Protestodan Direnişe…” Ulrike: “RAF’ın ilk metni Eldridge Cleaver'den şu alıntıyla bitiyordu: ‘Ben kişisel olarak bu ülkede yaşanan şeylerin çoğunun öyle uzun boylu çözümlemeler(tahliller) gerektirmediğine inanmış bulunuyorum.” Che: “Yıllar sonra kurucularından olduğun Kızıl Ordu Fraksiyonu (RAF) üzerine yazanlar, sizleri eleştirdiler; eylemlerinizi doğru bulmayanlar, "maceracı" diyenler oldu. Ama hiç kimse dünyayı değiştirme ülküsünden(ideallerinden) ve cesaretinizden kuşku duymadı. Helma Sanders-Brahms da senin için şunları demiş: ‘O, Almanya'nın savaş sonrası dönemindeki en önemli ve aynı zamanda en iyi yazan gazeteciydi, şimdi de öyle. Yazdıkları açıklık ve keskinlik açısından bugün hala, o yıllar üzerine okuyabileceklerinizin en iyisi. Metinleri o denli yoğun ki, yaşama geçirilmek için dayatıyorlar. Okuyanlara, adaletsizliğe karşı savaşımın zorunlu olduğunun ve maddi açıdan olmasa da, en azından ahlaki olarak savaşmaya değdiğinin güvencesini veriyorlar. Onu karşı taraf için çekinceli(tehlikeli) yapan buydu." Ulrike: “Yakar mısın şunu?” Che: “Bak kızım çok sigara içiyorsun. İçeceksen bunu iç, daha az zararlı.”
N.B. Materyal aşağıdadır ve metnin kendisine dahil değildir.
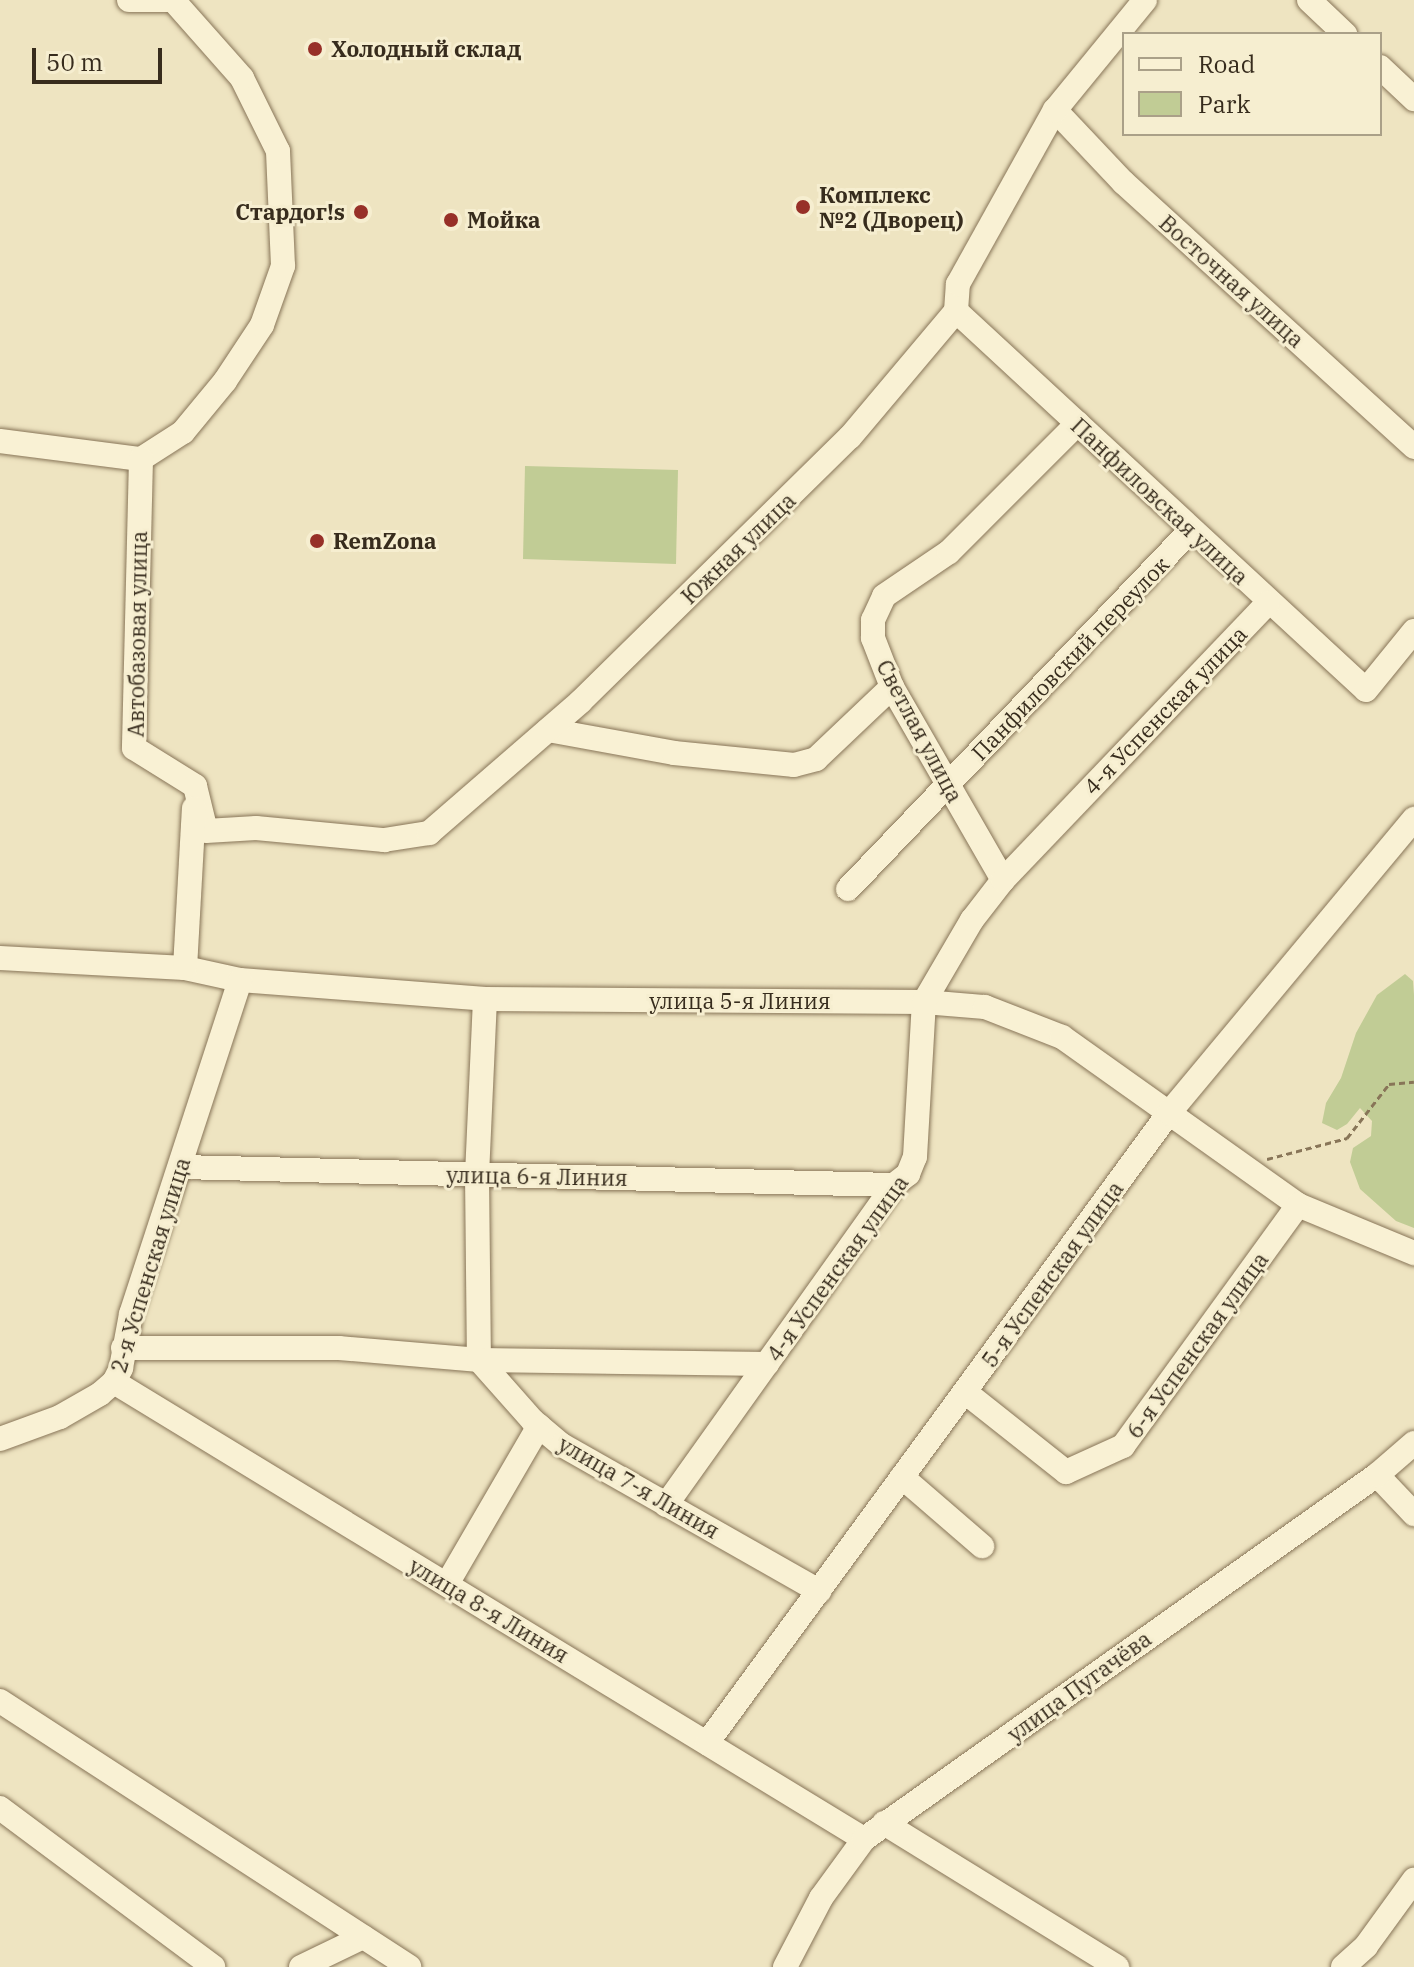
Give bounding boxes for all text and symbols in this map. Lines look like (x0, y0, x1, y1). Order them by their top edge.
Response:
scale bar (36, 32, 166, 82)
legend (1122, 32, 1382, 136)
place label: Холодный склад (331, 36, 521, 62)
marker: Холодный склад (306, 40, 324, 58)
text: 50 m (46, 46, 103, 78)
text: Road (1198, 48, 1255, 80)
text: Park (1198, 88, 1250, 120)
place label: Комплекс №2 (Дворец) (819, 181, 964, 232)
marker: Комплекс №2 (Дворец) (794, 198, 812, 216)
place label: Стардог!s (235, 199, 345, 225)
marker: Стардог!s (352, 203, 370, 221)
place label: Мойка (467, 207, 541, 233)
street label: Восточная улица (1154, 209, 1310, 353)
marker: Мойка (442, 211, 460, 229)
street label: Панфиловская улица (1066, 412, 1254, 590)
street label: Южная улица (675, 487, 801, 609)
place label: RemZona (333, 528, 437, 554)
street label: Автобазовая улица (122, 530, 152, 738)
marker: RemZona (308, 532, 326, 550)
street label: Панфиловский переулок (966, 551, 1174, 765)
street label: 4-я Успенская улица (1078, 620, 1252, 800)
street label: Светлая улица (871, 655, 969, 807)
street label: улица 5-я Линия (649, 988, 831, 1014)
street label: 2-я Успенская улица (105, 1154, 195, 1376)
street label: улица 6-я Линия (446, 1161, 628, 1191)
street label: 4-я Успенская улица (761, 1170, 913, 1366)
street label: 5-я Успенская улица (976, 1176, 1128, 1372)
street label: 6-я Успенская улица (1121, 1247, 1273, 1443)
street label: улица 7-я Линия (554, 1430, 724, 1544)
street label: улица 8-я Линия (404, 1552, 574, 1668)
street label: улица Пугачёва (1002, 1625, 1156, 1747)

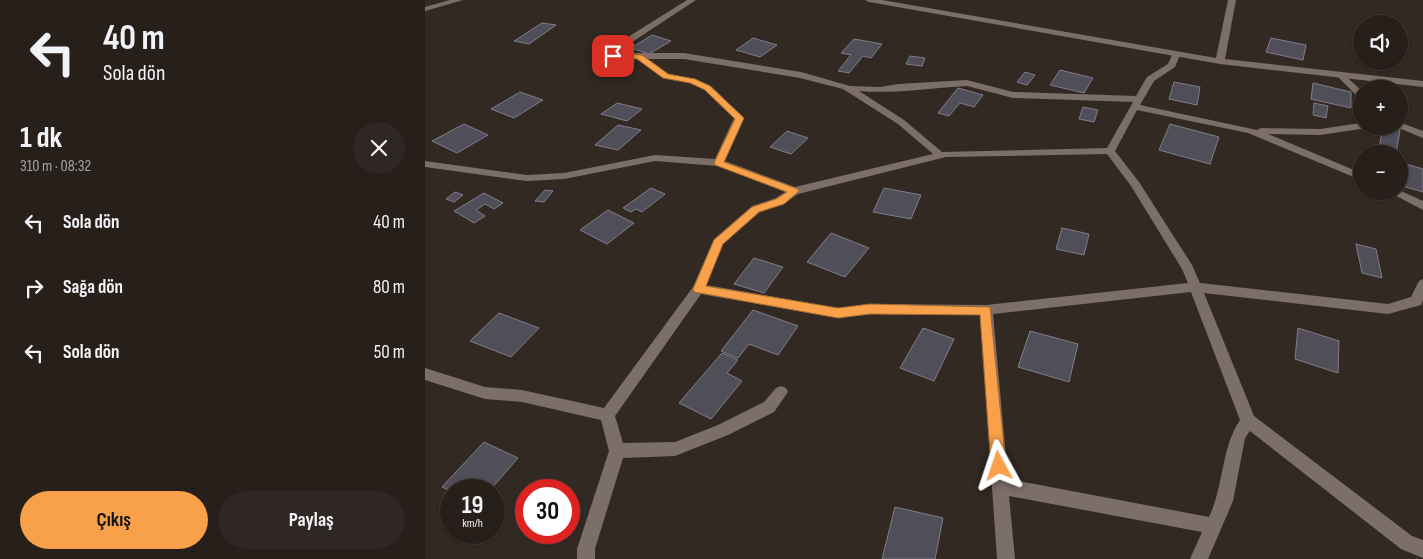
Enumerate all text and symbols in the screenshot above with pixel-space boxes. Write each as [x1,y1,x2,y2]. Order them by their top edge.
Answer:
map controls [1353,15,1408,200]
button: sound [1353,15,1408,70]
text: 40 m [103,17,165,60]
icon: left [20,20,85,85]
pin [592,35,634,77]
icon: arrive [599,42,627,70]
text: Sola dön [103,60,165,87]
button: + [1353,80,1408,135]
text: 1 dk [20,120,62,156]
button: close [353,122,405,174]
button: − [1353,145,1408,200]
text: 310 m · 08:32 [20,157,91,176]
icon: left [20,209,48,237]
text: Sola dön [63,211,119,234]
text: 40 m [373,211,405,234]
icon: right [20,274,48,302]
text: Sağa dön [63,276,123,299]
text: 80 m [373,276,405,299]
icon: left [20,339,48,367]
text: Sola dön [63,341,119,364]
text: 50 m [374,341,405,364]
position arrow [972,439,1024,491]
speed limit sign: 30 [515,479,580,544]
text: 19 [462,490,483,521]
button: Çıkış [20,491,208,549]
button: Paylaş [218,491,405,549]
text: km/h [462,516,483,531]

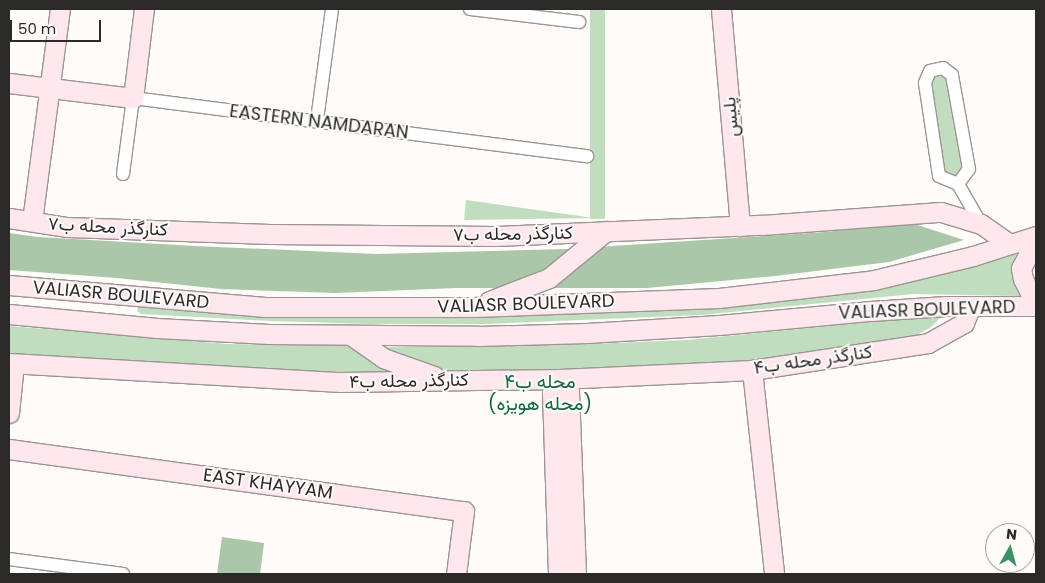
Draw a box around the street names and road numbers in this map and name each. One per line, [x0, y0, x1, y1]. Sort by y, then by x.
street label: پلیس [718, 96, 744, 138]
street label: EASTERN NAMDARAN [228, 100, 410, 144]
street label: کنارگذر محله ب۷ [48, 213, 168, 241]
street label: کنارگذر محله ب۷ [453, 222, 573, 246]
street label: VALIASR BOULEVARD [32, 277, 210, 313]
street label: VALIASR BOULEVARD [437, 290, 615, 318]
street label: VALIASR BOULEVARD [838, 296, 1016, 324]
street label: کنارگذر محله ب۴ [752, 341, 874, 379]
street label: کنارگذر محله ب۴ [349, 369, 469, 393]
street label: EAST KHAYYAM [202, 464, 334, 504]

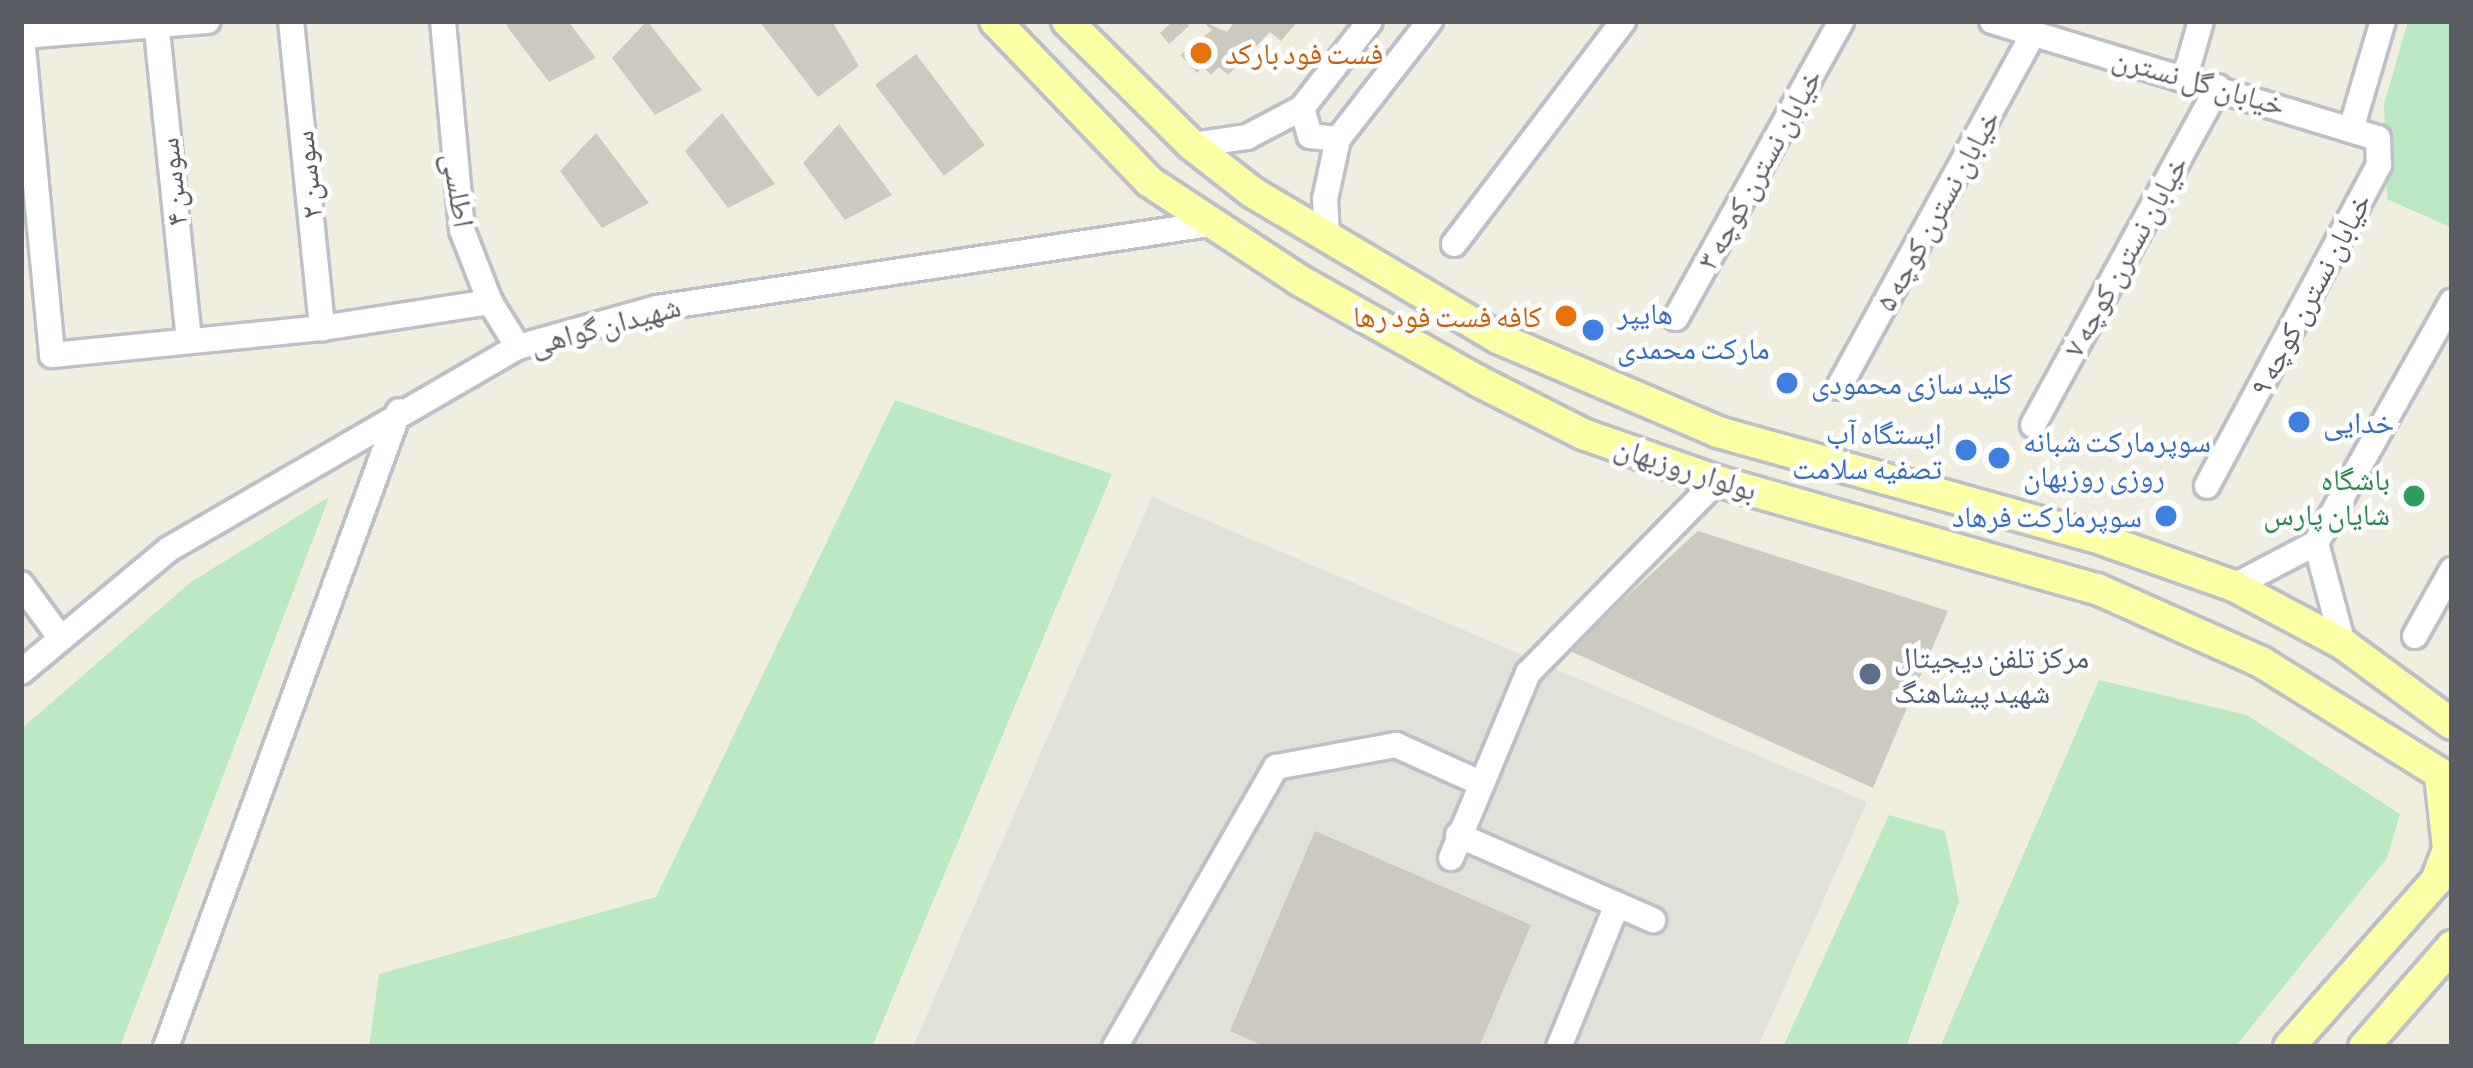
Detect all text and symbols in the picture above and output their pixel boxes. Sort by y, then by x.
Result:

“Ulrike: “Ha, senin şu Havana püron… Bir nefes çeksem?” Che: “Sana lokum yanaklı kız desem… Bir şey isterken güzel gülümsüyorsun…” Ulrike: “Al yanaklıyı falan duydum da bunu hiç yani…” Che: ”İçimden öyle demek geldi…” Ulrike: “Hem lokumu da nerden biliyorsun sen?” Che: “Şu aralar yaşım aklım başım yufka yüreğim Türkiye’de…” Ulrike: “Bu da nasıl deyiş böyle?” Che: “Senin başına gelen, yoldaşlarınla girdiğin ölüm oruçları şimdi o ülkede…” Ulrike: “Ha o zaman, gidip birlikte kaçıralım onları tutukevlerinden…”  Che: “Daha yeni bitti, ölüm orucu…” Ulrike: “E ama içerideler ya…” Che: “Dur, kal olduğun yerde…” Ulrike: “İnanamıyorum! Bunu sen mi söylüyorsun?” Che: “Nereye gideceksin, kaçını kurtaracaksın?! Bir tane değil ki; yazarı, gazetecisi, düşünen insanı, alayı içeride…”   Ulrike: “Ama…” Che: “O ünlenen sözünü anımsattın bana: Üzgün olmaktansa öfkeli olmayı yeğlerim… “ Ulrike: “İyi demişim değil mi?” Che: “Ama Türklerin bir atasözü var: Öfkeyle kalkan zararla oturur…” Ulrike: “Kimileyin?” Che: ”Evet, her zaman değil…”   Ulrike: “Ve ayrıca, Atasözlerini  pek sevmem Che…”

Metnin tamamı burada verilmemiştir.